§ YOUR OBJECTIVE: Wherever the string "tools" shows up in the material below, copy that line.

§ RECORDS SHOWN:
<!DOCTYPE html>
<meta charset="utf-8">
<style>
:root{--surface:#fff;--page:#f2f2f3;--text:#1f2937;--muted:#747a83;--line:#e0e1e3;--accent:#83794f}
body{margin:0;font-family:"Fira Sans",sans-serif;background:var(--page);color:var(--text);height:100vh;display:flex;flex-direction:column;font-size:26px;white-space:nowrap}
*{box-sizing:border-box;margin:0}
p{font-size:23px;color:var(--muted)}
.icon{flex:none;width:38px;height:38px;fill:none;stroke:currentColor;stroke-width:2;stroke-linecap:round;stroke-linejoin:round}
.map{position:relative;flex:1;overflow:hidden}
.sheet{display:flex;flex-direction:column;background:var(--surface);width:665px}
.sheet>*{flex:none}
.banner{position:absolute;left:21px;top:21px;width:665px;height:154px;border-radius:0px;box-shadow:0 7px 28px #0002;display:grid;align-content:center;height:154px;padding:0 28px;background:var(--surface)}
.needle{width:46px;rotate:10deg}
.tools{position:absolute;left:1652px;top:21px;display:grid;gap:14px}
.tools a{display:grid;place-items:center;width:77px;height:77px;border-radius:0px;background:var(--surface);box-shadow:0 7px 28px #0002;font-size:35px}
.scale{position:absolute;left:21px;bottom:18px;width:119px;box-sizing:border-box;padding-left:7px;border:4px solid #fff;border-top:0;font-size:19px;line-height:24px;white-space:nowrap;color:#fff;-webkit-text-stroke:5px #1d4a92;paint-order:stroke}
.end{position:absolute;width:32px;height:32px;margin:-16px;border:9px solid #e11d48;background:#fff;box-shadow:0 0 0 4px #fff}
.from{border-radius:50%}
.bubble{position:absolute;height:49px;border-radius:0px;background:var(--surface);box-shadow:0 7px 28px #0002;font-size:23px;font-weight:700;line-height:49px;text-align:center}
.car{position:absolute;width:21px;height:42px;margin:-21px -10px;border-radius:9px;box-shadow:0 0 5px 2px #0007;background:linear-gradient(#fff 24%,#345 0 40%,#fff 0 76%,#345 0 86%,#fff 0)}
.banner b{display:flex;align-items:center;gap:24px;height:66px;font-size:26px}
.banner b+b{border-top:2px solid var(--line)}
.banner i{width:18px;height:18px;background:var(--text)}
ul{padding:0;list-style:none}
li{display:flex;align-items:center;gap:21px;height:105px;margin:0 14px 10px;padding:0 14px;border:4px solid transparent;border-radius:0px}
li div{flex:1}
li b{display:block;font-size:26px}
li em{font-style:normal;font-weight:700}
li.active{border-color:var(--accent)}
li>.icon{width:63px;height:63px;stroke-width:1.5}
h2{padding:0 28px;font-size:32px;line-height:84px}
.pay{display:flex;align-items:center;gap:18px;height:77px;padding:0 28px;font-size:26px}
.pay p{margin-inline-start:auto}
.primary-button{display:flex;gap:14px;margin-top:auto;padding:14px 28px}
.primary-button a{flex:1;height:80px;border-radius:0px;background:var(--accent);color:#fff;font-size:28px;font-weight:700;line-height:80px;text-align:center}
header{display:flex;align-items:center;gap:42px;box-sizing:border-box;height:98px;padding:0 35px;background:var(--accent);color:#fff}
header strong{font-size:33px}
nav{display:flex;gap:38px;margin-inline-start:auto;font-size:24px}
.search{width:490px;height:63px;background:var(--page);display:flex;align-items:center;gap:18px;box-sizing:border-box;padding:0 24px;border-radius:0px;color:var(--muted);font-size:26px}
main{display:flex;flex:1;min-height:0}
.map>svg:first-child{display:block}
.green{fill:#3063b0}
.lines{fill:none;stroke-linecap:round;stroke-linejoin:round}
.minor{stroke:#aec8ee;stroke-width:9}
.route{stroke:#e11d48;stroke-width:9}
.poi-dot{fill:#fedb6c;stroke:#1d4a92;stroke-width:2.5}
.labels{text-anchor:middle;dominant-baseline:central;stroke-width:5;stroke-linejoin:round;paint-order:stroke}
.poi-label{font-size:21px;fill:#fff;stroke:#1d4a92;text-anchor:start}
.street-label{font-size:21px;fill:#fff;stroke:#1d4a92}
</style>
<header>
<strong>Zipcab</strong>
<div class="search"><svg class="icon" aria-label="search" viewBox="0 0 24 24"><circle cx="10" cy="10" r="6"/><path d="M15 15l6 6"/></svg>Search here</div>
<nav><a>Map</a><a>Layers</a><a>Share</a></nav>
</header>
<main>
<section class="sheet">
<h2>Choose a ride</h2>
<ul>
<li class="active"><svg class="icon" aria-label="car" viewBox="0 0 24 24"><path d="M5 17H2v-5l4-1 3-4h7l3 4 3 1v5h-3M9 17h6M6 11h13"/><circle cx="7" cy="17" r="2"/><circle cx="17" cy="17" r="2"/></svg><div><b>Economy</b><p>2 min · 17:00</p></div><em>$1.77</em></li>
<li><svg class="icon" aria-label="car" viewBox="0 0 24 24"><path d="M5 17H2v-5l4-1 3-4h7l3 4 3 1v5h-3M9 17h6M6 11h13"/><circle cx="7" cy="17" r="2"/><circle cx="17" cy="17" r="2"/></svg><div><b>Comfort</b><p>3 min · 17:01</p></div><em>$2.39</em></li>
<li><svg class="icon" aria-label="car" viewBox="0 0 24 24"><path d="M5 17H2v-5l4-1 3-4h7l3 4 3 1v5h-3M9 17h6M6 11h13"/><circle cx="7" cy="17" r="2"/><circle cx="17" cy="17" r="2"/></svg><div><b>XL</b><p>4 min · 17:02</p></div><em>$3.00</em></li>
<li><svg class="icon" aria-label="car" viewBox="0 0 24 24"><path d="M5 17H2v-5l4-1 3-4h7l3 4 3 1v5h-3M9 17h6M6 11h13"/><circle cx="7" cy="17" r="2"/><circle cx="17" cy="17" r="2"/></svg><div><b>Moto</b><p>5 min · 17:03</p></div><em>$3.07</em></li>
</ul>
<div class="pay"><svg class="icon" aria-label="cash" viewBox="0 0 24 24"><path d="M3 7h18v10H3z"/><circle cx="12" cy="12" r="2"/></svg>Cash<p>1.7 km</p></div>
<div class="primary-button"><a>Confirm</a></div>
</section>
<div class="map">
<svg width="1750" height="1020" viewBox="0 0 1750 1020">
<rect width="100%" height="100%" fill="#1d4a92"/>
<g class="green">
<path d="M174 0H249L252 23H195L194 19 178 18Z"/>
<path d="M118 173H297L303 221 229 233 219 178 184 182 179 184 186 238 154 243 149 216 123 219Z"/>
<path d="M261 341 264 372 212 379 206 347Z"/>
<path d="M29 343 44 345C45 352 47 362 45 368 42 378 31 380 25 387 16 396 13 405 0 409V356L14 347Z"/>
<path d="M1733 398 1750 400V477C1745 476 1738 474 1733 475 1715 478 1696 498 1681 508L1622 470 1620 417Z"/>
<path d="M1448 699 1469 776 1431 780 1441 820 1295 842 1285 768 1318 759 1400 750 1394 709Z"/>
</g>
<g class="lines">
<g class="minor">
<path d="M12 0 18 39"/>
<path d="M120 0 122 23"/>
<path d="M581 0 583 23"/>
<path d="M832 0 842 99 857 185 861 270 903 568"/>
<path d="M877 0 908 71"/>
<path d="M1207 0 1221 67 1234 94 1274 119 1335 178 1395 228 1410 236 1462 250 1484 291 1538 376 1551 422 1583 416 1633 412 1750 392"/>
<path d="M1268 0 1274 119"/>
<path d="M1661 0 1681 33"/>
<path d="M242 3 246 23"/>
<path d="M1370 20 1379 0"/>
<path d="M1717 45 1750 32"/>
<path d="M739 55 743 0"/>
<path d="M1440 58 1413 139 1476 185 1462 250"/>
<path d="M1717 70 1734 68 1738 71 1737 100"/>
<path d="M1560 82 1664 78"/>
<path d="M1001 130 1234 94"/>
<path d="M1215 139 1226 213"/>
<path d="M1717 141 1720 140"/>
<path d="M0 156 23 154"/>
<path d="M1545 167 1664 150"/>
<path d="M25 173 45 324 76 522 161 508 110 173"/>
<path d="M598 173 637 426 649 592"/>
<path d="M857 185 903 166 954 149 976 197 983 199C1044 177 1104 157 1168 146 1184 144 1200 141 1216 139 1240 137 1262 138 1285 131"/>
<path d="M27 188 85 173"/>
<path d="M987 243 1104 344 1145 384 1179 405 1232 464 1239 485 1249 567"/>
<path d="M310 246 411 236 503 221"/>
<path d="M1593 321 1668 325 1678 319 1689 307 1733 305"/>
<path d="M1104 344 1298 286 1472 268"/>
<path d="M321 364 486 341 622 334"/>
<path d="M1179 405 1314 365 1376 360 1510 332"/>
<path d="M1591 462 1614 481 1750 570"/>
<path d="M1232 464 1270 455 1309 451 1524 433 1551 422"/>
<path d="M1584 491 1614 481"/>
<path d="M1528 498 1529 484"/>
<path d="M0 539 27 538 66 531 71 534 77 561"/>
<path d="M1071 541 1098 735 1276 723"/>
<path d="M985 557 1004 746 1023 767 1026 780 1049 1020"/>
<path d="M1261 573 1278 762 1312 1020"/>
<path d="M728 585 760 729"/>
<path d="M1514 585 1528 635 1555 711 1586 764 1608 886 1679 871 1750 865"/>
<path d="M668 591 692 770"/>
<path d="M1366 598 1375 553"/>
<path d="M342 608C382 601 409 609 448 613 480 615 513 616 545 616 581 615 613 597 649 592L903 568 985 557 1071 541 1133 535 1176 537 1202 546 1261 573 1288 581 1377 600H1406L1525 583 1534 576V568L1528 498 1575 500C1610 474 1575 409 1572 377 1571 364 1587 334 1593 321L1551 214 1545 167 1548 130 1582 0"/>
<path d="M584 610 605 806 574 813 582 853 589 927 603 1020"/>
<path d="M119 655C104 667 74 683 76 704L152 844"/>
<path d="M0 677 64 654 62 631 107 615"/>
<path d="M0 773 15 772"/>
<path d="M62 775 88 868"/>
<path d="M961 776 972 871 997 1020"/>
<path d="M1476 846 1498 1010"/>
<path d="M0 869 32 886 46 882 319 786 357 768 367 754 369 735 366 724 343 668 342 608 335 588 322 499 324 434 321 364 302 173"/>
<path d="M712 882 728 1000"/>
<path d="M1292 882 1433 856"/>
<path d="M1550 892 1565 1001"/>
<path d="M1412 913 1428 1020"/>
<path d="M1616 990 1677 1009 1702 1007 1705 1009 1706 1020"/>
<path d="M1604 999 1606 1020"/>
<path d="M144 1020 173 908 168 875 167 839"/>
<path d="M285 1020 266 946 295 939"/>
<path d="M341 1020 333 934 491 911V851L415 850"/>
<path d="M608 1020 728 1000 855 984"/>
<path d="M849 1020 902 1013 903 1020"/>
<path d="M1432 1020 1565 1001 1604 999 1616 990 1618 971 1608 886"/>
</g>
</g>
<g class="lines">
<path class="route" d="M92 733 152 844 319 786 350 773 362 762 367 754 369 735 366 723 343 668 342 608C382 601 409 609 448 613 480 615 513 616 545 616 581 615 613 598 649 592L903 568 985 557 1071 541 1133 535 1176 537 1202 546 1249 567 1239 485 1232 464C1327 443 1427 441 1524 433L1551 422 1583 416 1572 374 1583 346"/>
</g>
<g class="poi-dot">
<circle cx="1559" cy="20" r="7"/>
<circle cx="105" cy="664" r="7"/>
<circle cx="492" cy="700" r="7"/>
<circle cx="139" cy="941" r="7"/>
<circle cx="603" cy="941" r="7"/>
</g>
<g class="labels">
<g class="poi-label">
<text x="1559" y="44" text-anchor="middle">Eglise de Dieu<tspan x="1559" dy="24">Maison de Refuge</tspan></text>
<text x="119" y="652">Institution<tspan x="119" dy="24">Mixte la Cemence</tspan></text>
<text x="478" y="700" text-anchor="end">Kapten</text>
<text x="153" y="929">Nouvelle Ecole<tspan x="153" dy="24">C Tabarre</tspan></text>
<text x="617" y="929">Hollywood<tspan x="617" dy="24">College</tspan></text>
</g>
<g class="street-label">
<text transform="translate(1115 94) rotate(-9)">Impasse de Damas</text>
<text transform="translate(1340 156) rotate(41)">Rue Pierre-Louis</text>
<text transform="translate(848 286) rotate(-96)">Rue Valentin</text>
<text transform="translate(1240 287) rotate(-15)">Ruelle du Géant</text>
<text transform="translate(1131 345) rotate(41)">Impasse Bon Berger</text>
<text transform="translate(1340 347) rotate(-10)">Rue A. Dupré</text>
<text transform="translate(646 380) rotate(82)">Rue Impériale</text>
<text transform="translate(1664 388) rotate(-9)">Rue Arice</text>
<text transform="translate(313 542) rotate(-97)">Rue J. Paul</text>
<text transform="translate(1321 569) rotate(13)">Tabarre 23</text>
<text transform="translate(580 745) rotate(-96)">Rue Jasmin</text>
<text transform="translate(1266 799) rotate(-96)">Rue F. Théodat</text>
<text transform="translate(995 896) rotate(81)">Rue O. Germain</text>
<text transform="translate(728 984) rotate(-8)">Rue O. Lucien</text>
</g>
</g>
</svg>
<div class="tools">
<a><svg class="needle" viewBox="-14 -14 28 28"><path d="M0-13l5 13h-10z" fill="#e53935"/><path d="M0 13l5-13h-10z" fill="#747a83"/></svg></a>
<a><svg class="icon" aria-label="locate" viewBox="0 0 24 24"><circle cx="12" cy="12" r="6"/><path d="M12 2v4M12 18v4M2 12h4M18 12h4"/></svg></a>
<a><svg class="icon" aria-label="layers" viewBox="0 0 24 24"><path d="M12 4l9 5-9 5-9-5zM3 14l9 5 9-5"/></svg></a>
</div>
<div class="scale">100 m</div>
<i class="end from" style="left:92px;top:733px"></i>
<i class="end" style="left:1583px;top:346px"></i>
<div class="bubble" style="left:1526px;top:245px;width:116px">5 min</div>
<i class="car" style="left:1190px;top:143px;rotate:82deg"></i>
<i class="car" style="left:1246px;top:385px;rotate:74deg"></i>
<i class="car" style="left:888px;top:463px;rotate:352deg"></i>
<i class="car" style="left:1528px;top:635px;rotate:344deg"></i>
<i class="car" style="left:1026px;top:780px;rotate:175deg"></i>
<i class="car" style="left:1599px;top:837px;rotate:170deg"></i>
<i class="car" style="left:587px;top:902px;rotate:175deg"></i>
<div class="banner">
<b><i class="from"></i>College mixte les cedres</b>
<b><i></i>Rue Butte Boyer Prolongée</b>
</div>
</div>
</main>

§ THE COMPLETED TASK:
.tools{position:absolute;left:1652px;top:21px;display:grid;gap:14px}
.tools a{display:grid;place-items:center;width:77px;height:77px;border-radius:0px;background:var(--surface);box-shadow:0 7px 28px #0002;font-size:35px}
<div class="tools">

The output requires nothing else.